8 F.2d 41 | 3rd Cir. | 1925
VICTOR TALKING MACH. CO.
v.
BRUNSWICK-BALKE-COLLENDER CO. et al.[*]
BRUNSWICK-BALKE-COLLENDER CO. et al.
v.
VICTOR TALKING MACH. CO.
Circuit Court of Appeals, Third Circuit.
Wm. Houston Kenyon, of New York City, Wm. Clarke Mason, of Philadelphia, Pa., George W. Schurman and Frederick Bachmann, both of New York City, John D. Myers, of Philadelphia, Pa., and Saulsbury & Curley, of Wilmington, Del. (Kenyon & Kenyon, of New York City, and Morgan, Lewis & Bockius, of Philadelphia, Pa., of counsel), for plaintiff.
Melville Church, of Washington, D. C., George W. Case, Jr., of New York City, and William G. Mahaffy, of Wilmington, Del., for defendants.
Before BUFFINGTON, WOOLLEY, and DAVIS, Circuit Judges.
PER CURIAM.
This is an appeal by both parties from a decree of the District Court holding claim 19 of United States letters patent No. 946,442, issued, on application filed by E. R. Johnson, January 12, 1906, to the Victor Talking Machine Company January 11, 1910, invalid on the ground that Johnson derived his knowledge of the invention from J. B. Browning and claim 1 of United States letters patent No. 1,402,738, issued to J. B. Browning for the same invention, invalid on the ground of abandonment.
This invention relates to a talking machine with an amplifying horn inclosed in a cabinet with doors on either side to regulate the sound issuing from the horn, and is embodied in claim 19 of the Johnson patent and claim 1 of the Browning patent, which is now owned by the Brunswick-Balke-Collender Company. The question involved is priority of invention, and this was before the Court of Appeals of the District of Columbia, which decided in favor of the Browning patent on April 4, 1921.
The Victor Talking Machine Company thereafter, February 1, 1922, filed its bill under the provisions of section 4918 of the Revised Statutes (Comp.
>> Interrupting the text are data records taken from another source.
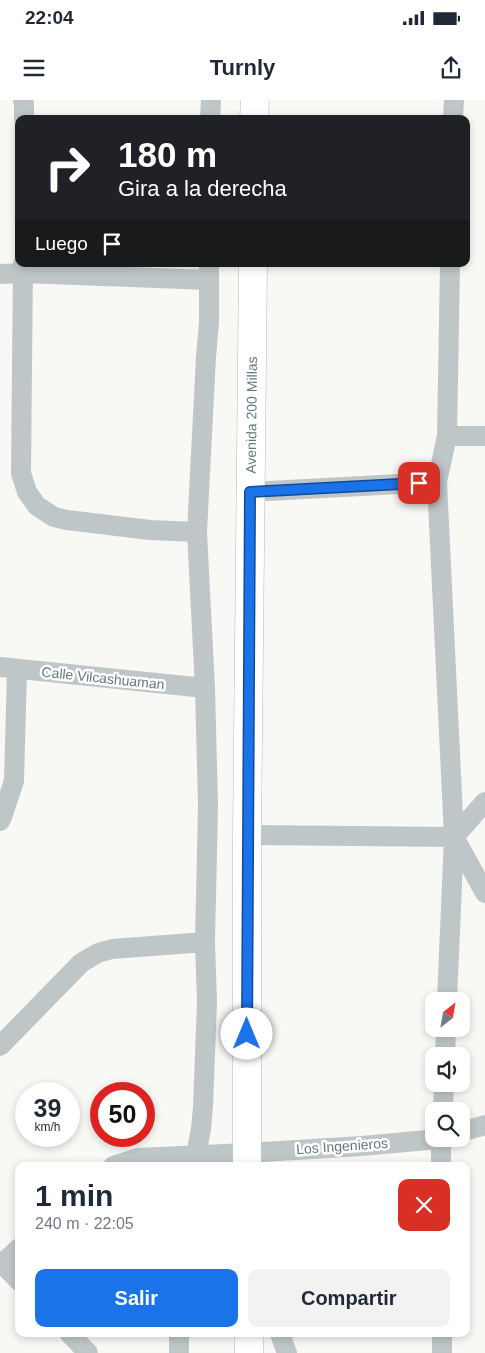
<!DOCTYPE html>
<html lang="es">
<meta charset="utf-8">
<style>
body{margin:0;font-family:Arial,sans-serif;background:#f2f2f3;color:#1f2937;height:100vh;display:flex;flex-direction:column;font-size:19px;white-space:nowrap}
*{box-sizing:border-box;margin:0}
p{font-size:16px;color:#747a83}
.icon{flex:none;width:28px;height:28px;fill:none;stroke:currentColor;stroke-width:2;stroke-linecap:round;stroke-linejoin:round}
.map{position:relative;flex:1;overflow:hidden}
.side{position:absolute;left:15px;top:1062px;width:455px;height:175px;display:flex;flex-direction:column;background:#fff;border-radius:10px;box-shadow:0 2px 8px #0003}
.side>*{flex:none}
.top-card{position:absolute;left:15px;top:15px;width:455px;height:152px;border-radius:10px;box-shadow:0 2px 8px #0003;background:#202124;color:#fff;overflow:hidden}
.needle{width:32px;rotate:31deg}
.controls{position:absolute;left:425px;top:892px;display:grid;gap:10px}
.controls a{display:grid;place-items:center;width:45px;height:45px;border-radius:10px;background:#fff;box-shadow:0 2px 8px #0003;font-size:25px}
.speed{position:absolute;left:15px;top:982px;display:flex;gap:10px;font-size:25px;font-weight:700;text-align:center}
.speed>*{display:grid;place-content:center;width:65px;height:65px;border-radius:50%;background:#fff;box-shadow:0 2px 8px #0003;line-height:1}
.speed small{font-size:12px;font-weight:400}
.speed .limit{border:8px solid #d22;background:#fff;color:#111}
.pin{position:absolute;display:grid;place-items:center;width:42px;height:42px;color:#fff;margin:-21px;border-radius:10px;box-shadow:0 2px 8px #0006}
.me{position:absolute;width:55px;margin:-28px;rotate:0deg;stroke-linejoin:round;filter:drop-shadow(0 0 4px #0008)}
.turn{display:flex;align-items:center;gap:18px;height:105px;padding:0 20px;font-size:22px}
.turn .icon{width:65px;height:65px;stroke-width:2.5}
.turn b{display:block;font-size:35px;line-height:42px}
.then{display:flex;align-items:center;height:48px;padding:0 20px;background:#0003;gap:10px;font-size:19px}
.round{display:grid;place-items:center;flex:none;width:52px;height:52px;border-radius:10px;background:#f2f2f3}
.overview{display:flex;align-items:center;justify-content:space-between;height:85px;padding:0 20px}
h1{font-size:30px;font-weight:800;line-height:38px}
.cta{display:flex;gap:10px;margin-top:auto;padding:10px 20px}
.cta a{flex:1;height:58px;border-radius:10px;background:#1a73e8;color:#fff;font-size:20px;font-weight:800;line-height:58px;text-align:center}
.cta a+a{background:#f2f2f3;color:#1f2937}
.status{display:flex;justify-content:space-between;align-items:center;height:35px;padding:0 25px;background:#fff;direction:ltr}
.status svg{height:14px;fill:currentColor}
header{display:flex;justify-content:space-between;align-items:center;height:65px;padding:0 20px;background:#fff;font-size:22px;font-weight:800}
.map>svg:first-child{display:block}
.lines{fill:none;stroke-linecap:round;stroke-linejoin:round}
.secondary-casing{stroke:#b1babd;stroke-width:29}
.street{stroke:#bfc6c8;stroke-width:20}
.secondary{stroke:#fff;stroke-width:28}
.route-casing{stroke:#114b97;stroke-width:12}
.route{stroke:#1a73e8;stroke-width:9}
.labels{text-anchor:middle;stroke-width:5;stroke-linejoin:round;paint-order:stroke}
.street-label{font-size:14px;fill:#637a81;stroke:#fff}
</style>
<div class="status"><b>22:04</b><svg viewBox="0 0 49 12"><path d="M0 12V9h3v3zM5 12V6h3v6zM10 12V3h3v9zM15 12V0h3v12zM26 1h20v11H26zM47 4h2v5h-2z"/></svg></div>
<header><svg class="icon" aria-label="menu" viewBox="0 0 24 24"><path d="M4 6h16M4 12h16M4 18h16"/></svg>Turnly<svg class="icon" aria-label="share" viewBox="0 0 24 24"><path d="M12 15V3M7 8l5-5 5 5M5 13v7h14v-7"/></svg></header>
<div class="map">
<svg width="485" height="1253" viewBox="0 0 485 1253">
<rect width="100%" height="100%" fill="#f8f8f5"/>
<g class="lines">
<defs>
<g id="secondary">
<path d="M254,19l1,-19"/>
<path id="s1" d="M247,1066v-331l6,-571"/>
<path d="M249,1234v19"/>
</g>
</defs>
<!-- secondary casing -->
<use href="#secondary" class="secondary-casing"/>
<!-- street -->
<path class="street" d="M23,0l1,4v15
M210,19l1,-19
M453,19l1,-19
M23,164l-2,209 6,19 10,14 17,11 13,3 83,10 47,2
M0,174l23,-1 186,7
M447,336h38
M250,392l187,-10
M0,567l205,21
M0,721l2,-4 12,-36 3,-112
M247,735l207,2 31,-35
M454,737l31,56
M447,901l7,-164 -17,-355 10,-46 3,-172
M0,946l81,-83 17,-10 14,-4 93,-7
M445,956l1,-27
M443,1011l1,-27
M461,1032l24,-7
M441,1039v27
M113,1066l25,-8 109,-5 115,-7 76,-7
M192,1066l4,-11 5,-26 2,-22 4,-105 -2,-60 3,-136 -3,-118 -8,-156 9,-175 3,-35v-58
M0,1161l19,20
M0,1166l19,-18
M70,1234l18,19
M280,1234l7,19
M442,1234v19
M179,1253v-19"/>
<!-- secondary -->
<use href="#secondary" class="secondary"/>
</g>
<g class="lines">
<defs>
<path id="route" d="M247,934l3,-542 169,-9"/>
</defs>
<!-- route casing -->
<use href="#route" class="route-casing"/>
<!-- route -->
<use href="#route" class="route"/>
</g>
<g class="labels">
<!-- street labels -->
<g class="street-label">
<text dy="5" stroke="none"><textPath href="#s1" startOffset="751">Avenida 200 Millas</textPath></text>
<text transform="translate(103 578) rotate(6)" y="5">Calle Vilcashuaman</text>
<text transform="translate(342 1046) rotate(-4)" y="5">Los Ingenieros</text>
</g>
</g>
</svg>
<div class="controls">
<a><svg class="needle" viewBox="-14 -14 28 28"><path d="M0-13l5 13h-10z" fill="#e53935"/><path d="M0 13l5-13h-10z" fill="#747a83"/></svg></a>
<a><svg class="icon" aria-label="sound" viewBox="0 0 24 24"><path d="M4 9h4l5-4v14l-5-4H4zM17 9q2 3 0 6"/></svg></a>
<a><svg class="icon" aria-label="search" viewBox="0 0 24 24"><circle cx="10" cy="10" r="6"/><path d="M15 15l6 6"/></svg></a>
</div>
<div class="speed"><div>39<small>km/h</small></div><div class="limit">50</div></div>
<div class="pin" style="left:419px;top:383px;background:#d93025"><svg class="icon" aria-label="arrive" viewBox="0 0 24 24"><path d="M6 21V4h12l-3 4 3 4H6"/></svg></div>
<svg class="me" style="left:247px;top:934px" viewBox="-20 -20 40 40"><circle r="19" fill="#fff"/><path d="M0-13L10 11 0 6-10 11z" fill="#1a73e8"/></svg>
<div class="top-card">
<div class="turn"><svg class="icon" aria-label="right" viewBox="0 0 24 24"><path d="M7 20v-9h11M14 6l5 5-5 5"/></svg><div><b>180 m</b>Gira a la derecha</div></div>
<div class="then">Luego<svg class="icon" aria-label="arrive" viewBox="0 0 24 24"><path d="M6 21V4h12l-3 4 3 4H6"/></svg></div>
</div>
<section class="side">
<div class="overview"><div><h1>1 min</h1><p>240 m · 22:05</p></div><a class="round" style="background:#d93025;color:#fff"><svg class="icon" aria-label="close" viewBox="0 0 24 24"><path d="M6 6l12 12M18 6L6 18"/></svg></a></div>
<div class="cta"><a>Salir</a><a>Compartir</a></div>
</section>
</div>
St. § 9463) in the District Court for the purpose of having claim 1 of the Browning patent decreed invalid and void. The complete record of the case in the Patent Office and the Court of Appeals of the District of Columbia was not before the District Court, and so is not before us. The learned District Judge held that the testimony before him was not sufficient in character and amount to carry thorough conviction that the conclusion of the Court of Appeals was erroneous, and so under the doctrine of Morgan v. Daniels, 153 U.S. 120, 14 S. Ct. 772, 38 L. Ed. 657, he felt constrained to award priority of invention to Browning.
The Court of Appeals had before it only the issue of priority of invention. In addition to this question, the District Court considered the question of abandonment by Browning. On April 4, 1911, Browning struck from his application for the patent the invention covered by claim 1, and did not reinsert it until June, 1915. Judge Morris held that this unexplained silence for a period of more than four years constituted an abandonment by him of the invention. We think his conclusions on both issues are sound, and affirm the decree on his opinion.
NOTES
[*] Certiorari denied 46 S. Ct. 106, 70 L. Ed. ___.